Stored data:
──────────────────────────────

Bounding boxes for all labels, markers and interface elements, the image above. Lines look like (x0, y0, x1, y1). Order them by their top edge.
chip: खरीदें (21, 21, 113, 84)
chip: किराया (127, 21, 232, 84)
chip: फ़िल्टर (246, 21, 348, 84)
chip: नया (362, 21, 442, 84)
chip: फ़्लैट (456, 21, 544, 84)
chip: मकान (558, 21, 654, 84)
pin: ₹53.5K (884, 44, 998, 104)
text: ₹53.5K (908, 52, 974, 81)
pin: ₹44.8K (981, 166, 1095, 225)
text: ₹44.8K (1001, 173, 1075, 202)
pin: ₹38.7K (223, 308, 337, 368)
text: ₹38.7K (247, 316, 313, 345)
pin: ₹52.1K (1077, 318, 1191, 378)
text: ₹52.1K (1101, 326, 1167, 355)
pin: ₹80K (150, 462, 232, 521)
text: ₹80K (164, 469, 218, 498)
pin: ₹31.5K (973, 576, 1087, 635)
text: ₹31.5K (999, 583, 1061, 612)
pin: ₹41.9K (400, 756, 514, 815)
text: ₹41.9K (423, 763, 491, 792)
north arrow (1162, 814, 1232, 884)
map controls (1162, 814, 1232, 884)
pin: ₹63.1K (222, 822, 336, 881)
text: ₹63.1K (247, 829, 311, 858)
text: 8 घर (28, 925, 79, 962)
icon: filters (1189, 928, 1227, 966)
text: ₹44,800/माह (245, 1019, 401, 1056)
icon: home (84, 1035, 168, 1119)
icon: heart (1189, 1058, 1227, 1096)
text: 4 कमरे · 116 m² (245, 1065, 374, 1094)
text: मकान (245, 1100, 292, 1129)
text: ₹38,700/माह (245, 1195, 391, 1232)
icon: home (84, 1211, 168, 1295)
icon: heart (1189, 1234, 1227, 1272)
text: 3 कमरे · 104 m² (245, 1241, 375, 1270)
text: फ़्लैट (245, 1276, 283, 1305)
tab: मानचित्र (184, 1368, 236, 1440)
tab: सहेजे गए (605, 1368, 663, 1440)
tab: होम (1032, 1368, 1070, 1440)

──────────────────────────────

• **EXERCISE INSTRUCTIONS**
In full and without change, transcribe every line of the records above.

• **THE COMPLETED TASK**
Bounding boxes for all labels, markers and interface elements, the image above. Lines look like (x0, y0, x1, y1). Order them by their top edge.
chip: खरीदें (21, 21, 113, 84)
chip: किराया (127, 21, 232, 84)
chip: फ़िल्टर (246, 21, 348, 84)
chip: नया (362, 21, 442, 84)
chip: फ़्लैट (456, 21, 544, 84)
chip: मकान (558, 21, 654, 84)
pin: ₹53.5K (884, 44, 998, 104)
text: ₹53.5K (908, 52, 974, 81)
pin: ₹44.8K (981, 166, 1095, 225)
text: ₹44.8K (1001, 173, 1075, 202)
pin: ₹38.7K (223, 308, 337, 368)
text: ₹38.7K (247, 316, 313, 345)
pin: ₹52.1K (1077, 318, 1191, 378)
text: ₹52.1K (1101, 326, 1167, 355)
pin: ₹80K (150, 462, 232, 521)
text: ₹80K (164, 469, 218, 498)
pin: ₹31.5K (973, 576, 1087, 635)
text: ₹31.5K (999, 583, 1061, 612)
pin: ₹41.9K (400, 756, 514, 815)
text: ₹41.9K (423, 763, 491, 792)
north arrow (1162, 814, 1232, 884)
map controls (1162, 814, 1232, 884)
pin: ₹63.1K (222, 822, 336, 881)
text: ₹63.1K (247, 829, 311, 858)
text: 8 घर (28, 925, 79, 962)
icon: filters (1189, 928, 1227, 966)
text: ₹44,800/माह (245, 1019, 401, 1056)
icon: home (84, 1035, 168, 1119)
icon: heart (1189, 1058, 1227, 1096)
text: 4 कमरे · 116 m² (245, 1065, 374, 1094)
text: मकान (245, 1100, 292, 1129)
text: ₹38,700/माह (245, 1195, 391, 1232)
icon: home (84, 1211, 168, 1295)
icon: heart (1189, 1234, 1227, 1272)
text: 3 कमरे · 104 m² (245, 1241, 375, 1270)
text: फ़्लैट (245, 1276, 283, 1305)
tab: मानचित्र (184, 1368, 236, 1440)
tab: सहेजे गए (605, 1368, 663, 1440)
tab: होम (1032, 1368, 1070, 1440)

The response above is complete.